Встав из кресла, человек подошел к правой стене просторного кабинета и, скрестив руки на груди, остановил блуждающий взгляд на картине в золотой раме с изящной резьбой, на которой было изображено размытое мужское лицо. «Рождение божества» Сальвадора Дали завораживало изяществом линий, так незаметно перетекающих из черт лица в небо, словно в расплавленное зеркало.
Светло-русые неровные волны медленно перекатывались с плеч на лопатки, скользя по черному атласу рубашки, холодные изумрудные глаза скрывались за бежевой решеткой ресниц. Приложив большой палец с перстнем-печатью белого золота к ярким, резко очерченным губам, он тихонько усмехнулся и плотно сомкнул веки.

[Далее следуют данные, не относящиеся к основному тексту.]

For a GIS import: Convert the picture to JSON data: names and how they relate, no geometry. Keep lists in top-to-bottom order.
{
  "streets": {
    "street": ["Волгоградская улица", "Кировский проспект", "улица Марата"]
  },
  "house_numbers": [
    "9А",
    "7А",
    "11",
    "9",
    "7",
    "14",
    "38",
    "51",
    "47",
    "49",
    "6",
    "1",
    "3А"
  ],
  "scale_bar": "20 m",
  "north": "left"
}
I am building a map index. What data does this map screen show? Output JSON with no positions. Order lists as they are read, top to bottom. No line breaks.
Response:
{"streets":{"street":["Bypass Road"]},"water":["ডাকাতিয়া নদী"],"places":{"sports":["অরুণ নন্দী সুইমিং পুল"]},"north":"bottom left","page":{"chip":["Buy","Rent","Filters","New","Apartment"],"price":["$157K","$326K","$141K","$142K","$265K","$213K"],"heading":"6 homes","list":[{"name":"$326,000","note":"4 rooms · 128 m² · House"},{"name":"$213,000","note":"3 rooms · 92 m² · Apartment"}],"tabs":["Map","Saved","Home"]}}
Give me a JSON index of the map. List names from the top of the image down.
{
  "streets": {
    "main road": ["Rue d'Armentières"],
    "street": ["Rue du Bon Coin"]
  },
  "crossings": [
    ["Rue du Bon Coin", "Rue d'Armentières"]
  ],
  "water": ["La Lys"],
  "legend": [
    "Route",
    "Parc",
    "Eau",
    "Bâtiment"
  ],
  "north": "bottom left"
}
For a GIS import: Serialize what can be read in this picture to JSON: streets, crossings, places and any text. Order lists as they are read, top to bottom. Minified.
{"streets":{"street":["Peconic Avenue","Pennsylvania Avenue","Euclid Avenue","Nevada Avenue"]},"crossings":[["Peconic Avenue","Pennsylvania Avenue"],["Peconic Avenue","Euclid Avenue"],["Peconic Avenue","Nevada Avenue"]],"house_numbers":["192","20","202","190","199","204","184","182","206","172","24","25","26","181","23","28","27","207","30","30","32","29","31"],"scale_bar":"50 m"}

- Надеюсь, ты не думаешь, что хочу привести его силой. Дарий должен следить, не более того, - прозвучал строго голос русоволосого, зеленые глаза опасно сузились.
- Так точно, сэр! – отозвался «призрак», и в комнате волной гранатового вина разлилась сладко-пряная тишина.
«Должно быть, я ничего не знаю об этом мальчишке, раз Уильям послал именно Дария… любопытно, - пробормотал оставшийся в кабинете, погладив ладонью подбородок. – Любопытно… - повторил он, второй рукой ласково, словно по руке любовницы, проведя по выступающим частям рамы картины. – Впрочем, только время и может показать, кто из нас был прав. Только время и расставит все по своим местам…»
Тусклый свет настольной лампы играл на бледных щеках, старил золото на скулах и подбородке, делал почти незаметной и без того легкую улыбку с едва видимой грустинкой. Аристократичные пальцы обнимали осиную талию, сминали переливающуюся оттенками черного ткань и вновь безжизненно опускались, словно какая-то невидимая сила в момент сковала их тяжестью и пригвоздила к только кожей ощущаемой стене. Ярко-зеленые глаза болезненно закрылись, ресницы едва приметно дрогнули.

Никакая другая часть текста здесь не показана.